━━━━━ DATA SUPPLIED

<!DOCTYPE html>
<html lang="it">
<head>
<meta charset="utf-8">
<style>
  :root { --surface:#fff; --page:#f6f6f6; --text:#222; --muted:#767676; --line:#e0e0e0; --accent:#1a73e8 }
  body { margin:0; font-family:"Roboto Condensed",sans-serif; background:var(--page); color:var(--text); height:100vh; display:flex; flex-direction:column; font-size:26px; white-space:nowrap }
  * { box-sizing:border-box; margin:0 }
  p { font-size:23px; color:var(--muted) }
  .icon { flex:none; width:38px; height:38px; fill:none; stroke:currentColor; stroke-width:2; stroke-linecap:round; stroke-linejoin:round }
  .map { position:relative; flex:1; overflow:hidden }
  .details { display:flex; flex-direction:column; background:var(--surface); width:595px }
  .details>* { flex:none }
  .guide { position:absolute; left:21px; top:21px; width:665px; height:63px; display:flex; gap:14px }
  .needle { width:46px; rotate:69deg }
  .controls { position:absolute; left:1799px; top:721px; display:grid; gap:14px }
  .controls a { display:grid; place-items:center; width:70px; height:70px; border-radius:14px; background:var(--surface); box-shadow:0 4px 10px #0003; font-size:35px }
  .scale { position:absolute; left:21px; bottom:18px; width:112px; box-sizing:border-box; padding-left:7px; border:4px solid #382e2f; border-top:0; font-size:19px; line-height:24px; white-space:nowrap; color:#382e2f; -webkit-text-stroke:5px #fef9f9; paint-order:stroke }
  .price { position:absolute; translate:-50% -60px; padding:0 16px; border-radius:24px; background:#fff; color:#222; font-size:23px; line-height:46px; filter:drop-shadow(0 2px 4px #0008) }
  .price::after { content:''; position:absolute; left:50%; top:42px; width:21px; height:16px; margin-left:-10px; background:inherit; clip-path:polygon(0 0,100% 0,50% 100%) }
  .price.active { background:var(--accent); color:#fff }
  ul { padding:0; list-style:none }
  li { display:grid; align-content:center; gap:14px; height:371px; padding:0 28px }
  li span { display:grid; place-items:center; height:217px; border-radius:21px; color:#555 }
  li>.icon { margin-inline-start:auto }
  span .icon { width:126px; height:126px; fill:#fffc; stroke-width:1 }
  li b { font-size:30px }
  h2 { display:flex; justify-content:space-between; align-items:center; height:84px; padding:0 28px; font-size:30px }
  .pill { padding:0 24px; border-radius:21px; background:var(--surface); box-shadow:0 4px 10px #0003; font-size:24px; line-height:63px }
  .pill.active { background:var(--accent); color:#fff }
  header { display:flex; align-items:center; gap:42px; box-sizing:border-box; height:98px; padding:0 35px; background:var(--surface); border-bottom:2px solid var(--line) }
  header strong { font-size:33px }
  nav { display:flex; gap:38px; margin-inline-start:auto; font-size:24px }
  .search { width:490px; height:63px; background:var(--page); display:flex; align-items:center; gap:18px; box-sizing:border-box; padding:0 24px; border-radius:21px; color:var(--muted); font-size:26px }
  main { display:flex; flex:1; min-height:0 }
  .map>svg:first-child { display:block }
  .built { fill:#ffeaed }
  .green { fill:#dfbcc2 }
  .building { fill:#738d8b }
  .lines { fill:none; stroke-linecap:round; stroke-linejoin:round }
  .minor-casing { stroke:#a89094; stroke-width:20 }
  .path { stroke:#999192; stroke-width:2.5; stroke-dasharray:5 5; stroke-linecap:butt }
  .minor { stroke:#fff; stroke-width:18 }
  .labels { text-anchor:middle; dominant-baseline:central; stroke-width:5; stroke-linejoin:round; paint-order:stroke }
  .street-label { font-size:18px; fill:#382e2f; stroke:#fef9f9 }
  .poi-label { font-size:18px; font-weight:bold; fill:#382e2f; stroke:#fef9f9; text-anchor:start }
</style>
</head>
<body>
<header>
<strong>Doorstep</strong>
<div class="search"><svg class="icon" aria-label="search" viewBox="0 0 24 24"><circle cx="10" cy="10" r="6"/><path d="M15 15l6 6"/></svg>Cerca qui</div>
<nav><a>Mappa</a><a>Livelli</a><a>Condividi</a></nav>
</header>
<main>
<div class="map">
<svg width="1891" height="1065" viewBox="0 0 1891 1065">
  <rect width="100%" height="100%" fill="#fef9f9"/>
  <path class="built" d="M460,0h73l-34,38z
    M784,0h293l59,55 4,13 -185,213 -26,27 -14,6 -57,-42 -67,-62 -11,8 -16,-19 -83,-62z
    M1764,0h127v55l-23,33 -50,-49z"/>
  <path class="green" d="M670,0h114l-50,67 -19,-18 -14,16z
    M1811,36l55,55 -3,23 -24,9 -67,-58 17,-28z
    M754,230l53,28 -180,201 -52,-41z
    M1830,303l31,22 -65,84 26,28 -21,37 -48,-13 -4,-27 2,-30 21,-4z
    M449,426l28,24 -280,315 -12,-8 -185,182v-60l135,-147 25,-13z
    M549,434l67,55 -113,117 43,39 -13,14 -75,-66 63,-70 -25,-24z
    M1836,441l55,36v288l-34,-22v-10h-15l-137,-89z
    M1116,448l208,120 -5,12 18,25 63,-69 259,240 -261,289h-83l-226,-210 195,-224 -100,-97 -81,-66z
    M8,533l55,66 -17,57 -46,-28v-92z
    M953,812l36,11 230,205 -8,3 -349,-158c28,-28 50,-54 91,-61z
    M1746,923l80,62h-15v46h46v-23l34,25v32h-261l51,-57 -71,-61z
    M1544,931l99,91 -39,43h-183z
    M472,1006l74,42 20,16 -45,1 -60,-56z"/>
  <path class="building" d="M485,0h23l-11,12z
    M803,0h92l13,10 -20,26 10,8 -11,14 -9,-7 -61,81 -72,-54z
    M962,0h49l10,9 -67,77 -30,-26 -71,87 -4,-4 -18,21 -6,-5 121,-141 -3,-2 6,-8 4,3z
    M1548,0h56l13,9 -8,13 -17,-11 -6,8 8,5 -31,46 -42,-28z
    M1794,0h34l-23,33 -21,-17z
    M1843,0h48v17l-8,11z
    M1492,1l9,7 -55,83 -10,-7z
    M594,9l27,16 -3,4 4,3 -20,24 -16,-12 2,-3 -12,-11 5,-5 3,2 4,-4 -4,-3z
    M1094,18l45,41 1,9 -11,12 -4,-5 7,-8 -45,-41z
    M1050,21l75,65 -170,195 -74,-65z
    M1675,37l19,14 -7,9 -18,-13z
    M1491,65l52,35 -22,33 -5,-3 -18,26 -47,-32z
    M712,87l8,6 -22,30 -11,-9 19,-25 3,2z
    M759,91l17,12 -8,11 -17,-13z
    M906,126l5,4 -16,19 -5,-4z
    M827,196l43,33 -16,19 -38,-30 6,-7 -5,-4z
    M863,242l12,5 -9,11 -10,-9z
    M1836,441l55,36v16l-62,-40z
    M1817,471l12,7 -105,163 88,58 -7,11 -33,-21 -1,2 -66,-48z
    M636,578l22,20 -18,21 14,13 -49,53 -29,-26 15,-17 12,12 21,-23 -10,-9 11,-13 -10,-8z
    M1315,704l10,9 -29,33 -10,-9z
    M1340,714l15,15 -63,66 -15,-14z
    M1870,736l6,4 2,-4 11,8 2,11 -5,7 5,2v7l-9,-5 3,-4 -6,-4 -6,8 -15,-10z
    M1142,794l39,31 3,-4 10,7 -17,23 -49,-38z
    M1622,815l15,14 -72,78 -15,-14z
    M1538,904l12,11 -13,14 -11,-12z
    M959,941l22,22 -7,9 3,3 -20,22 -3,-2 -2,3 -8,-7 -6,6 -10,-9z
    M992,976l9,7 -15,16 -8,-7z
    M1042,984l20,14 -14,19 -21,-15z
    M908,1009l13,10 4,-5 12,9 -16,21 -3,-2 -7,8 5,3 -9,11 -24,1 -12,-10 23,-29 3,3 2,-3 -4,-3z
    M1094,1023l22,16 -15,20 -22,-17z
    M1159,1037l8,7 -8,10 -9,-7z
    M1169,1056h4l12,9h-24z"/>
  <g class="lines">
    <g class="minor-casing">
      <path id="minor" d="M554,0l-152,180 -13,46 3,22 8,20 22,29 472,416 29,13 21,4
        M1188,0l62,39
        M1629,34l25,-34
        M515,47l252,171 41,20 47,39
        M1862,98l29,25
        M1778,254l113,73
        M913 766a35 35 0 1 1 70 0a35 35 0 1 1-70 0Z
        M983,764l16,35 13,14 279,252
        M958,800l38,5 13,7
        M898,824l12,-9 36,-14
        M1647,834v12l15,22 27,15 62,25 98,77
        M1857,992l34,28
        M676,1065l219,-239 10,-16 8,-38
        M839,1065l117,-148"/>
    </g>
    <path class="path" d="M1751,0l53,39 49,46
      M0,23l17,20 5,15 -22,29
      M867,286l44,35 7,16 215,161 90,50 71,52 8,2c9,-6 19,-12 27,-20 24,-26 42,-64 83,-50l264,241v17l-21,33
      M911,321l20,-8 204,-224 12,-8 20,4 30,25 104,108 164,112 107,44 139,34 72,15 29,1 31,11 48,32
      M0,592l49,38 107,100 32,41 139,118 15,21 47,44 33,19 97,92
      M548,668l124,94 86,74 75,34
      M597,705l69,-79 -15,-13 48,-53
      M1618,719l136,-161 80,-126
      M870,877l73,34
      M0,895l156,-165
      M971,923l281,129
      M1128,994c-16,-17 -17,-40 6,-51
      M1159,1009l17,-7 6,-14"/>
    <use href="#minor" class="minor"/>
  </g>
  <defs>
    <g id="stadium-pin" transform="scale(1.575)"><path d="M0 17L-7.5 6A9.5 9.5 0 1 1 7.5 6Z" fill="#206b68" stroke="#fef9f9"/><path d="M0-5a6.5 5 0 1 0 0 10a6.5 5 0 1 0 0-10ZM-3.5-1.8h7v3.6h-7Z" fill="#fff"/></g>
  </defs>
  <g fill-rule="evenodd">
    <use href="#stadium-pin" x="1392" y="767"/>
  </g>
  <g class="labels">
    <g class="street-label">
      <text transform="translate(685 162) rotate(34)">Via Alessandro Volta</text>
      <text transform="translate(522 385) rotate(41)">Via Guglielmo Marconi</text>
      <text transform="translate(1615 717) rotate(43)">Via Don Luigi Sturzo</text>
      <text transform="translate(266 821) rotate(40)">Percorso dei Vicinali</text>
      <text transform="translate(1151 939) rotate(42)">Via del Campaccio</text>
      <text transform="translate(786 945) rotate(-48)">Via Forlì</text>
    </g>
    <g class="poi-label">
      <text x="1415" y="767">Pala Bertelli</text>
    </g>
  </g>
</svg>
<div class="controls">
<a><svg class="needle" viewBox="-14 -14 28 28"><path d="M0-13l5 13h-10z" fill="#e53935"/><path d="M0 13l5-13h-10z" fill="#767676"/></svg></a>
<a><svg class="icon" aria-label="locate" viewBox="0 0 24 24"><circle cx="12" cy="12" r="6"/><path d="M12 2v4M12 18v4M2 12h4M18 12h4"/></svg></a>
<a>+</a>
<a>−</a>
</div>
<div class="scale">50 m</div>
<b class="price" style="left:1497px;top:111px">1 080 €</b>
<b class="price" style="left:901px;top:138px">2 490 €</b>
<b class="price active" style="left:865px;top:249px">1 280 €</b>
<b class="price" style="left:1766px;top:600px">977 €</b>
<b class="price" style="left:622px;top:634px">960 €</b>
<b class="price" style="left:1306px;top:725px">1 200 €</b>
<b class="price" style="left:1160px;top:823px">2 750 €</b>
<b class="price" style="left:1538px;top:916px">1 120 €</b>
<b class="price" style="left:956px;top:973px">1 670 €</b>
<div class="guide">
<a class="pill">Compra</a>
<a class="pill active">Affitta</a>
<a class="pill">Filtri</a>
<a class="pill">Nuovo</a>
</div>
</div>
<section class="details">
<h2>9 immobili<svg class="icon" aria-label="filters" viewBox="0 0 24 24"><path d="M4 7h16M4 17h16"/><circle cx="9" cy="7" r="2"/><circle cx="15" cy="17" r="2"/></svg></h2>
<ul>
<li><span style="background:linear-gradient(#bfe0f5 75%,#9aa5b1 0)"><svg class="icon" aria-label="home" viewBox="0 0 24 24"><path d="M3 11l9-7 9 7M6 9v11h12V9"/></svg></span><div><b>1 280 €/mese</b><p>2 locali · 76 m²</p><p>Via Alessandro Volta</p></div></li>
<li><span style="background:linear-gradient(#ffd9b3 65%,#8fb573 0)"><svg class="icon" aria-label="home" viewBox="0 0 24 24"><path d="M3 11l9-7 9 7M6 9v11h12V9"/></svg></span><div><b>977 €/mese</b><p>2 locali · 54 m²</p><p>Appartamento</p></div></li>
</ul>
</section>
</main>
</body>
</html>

━━━━━━━━━━

§ **TASK ITEM**: Identify each line in the records above containing the word "controls"; copy those lines.

§ **REPLY**:
  .controls { position:absolute; left:1799px; top:721px; display:grid; gap:14px }
  .controls a { display:grid; place-items:center; width:70px; height:70px; border-radius:14px; background:var(--surface); box-shadow:0 4px 10px #0003; font-size:35px }
<div class="controls">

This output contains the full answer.